D’ailleurs, à Malé, où un deux-pièces se loue plus de 1 000 euros, une deuxième plage artificielle est en chantier, malgré une étude environnementale négative. Et le Parlement vient d’autoriser la construction d’immeubles de 25 étages. «Je ne crois pas que nous devrions construire si haut sur une si petite île de sable, s’inquiète le haut fonctionnaire à l’Environnement. Peut-être y a-t-il eu des rapports négatifs, auquel cas ils sont enfermés dans un tiroir. Car dans un pays en développement, la priorité, c’est le développement.»

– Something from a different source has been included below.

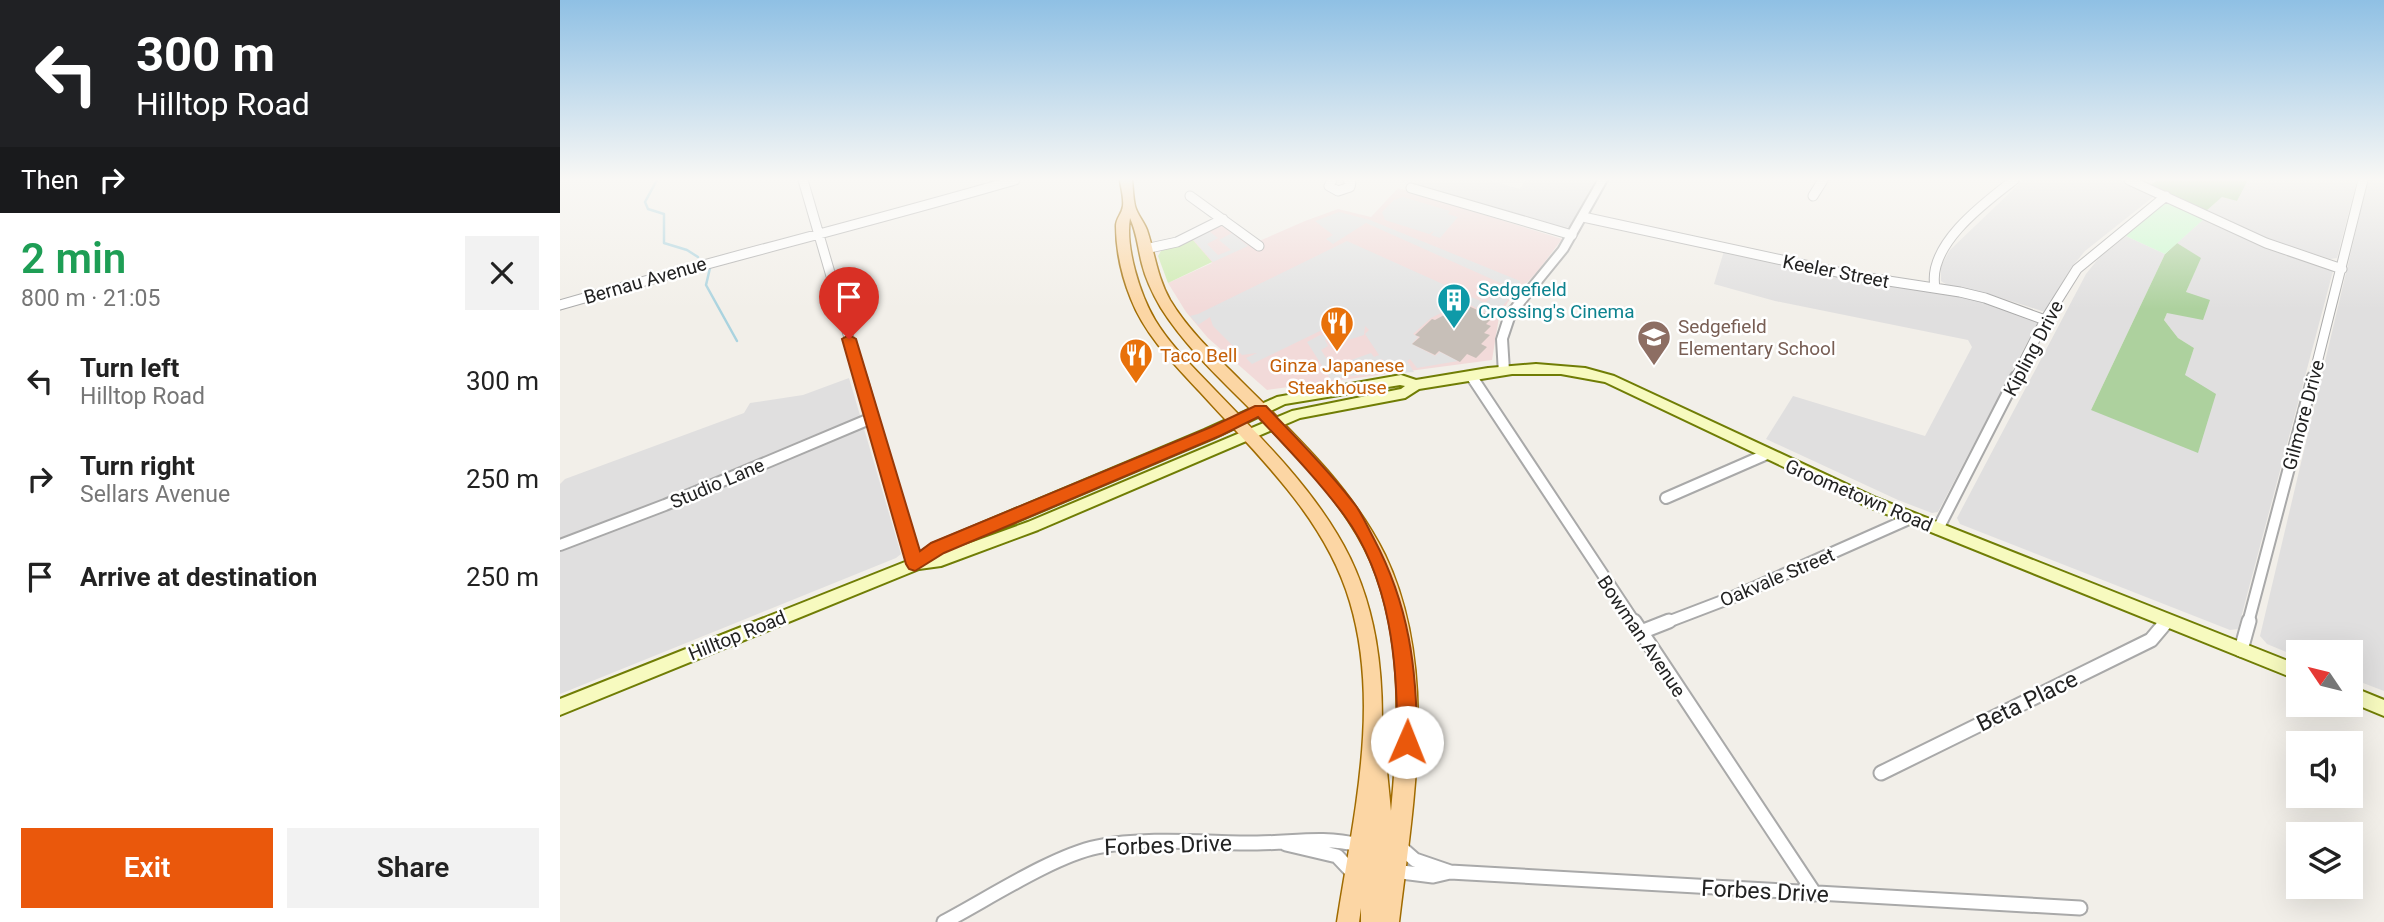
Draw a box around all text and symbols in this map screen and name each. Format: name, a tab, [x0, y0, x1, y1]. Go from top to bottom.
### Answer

«Eau claire, soleil, masseuses»

Alors que va-t-il advenir des Maldives ? «On peut récupérer encore 5 % ou 6 % des terres immergées, celles qui se situent sur des platiers[hauts-fonds plats, ndlr] à un mètre de profondeur, assure Thomas Le Berre. Les maisons qui tombent dans la mer, c’est photogénique. Mais la réalité, c’est que si elles sont habitées, elles sont protégées. Avec de l’argent, on peut tout faire. On n’est pas les Kiribati, perdues au milieu du Pacifique sans infrastructures touristiques. Les touristes[1,4 million en 2015] se fichent que tout soit artificiel, du moment qu’ils aient de l’eau claire, du soleil et des masseuses. Certes, on ne remontera pas les fondations de Malé, mais on s’adaptera, on fera des passerelles - Venise est en plus mauvaise posture que nous.»

Pour la COP 21, la conférence climat, Malé a annoncé réduire ses émissions de gaz à effet de serre de 10 % d’ici à 2030, notamment grâce au solaire. Un objectif symbolique : les Maldives ne représentent que 0,003 % des émissions mondiales. Le ministre de l’Environnement maldivien se rendra à Paris en décembre. Ibrahim Naeem espère que,«pour une fois, de vraies décisions seront prises. On vit ici depuis sept mille ans, et on compte bien y rester encore longtemps. Or, jusque-là, les COP ont surtout contribué au réchauffement en multipliant les voyages inutiles».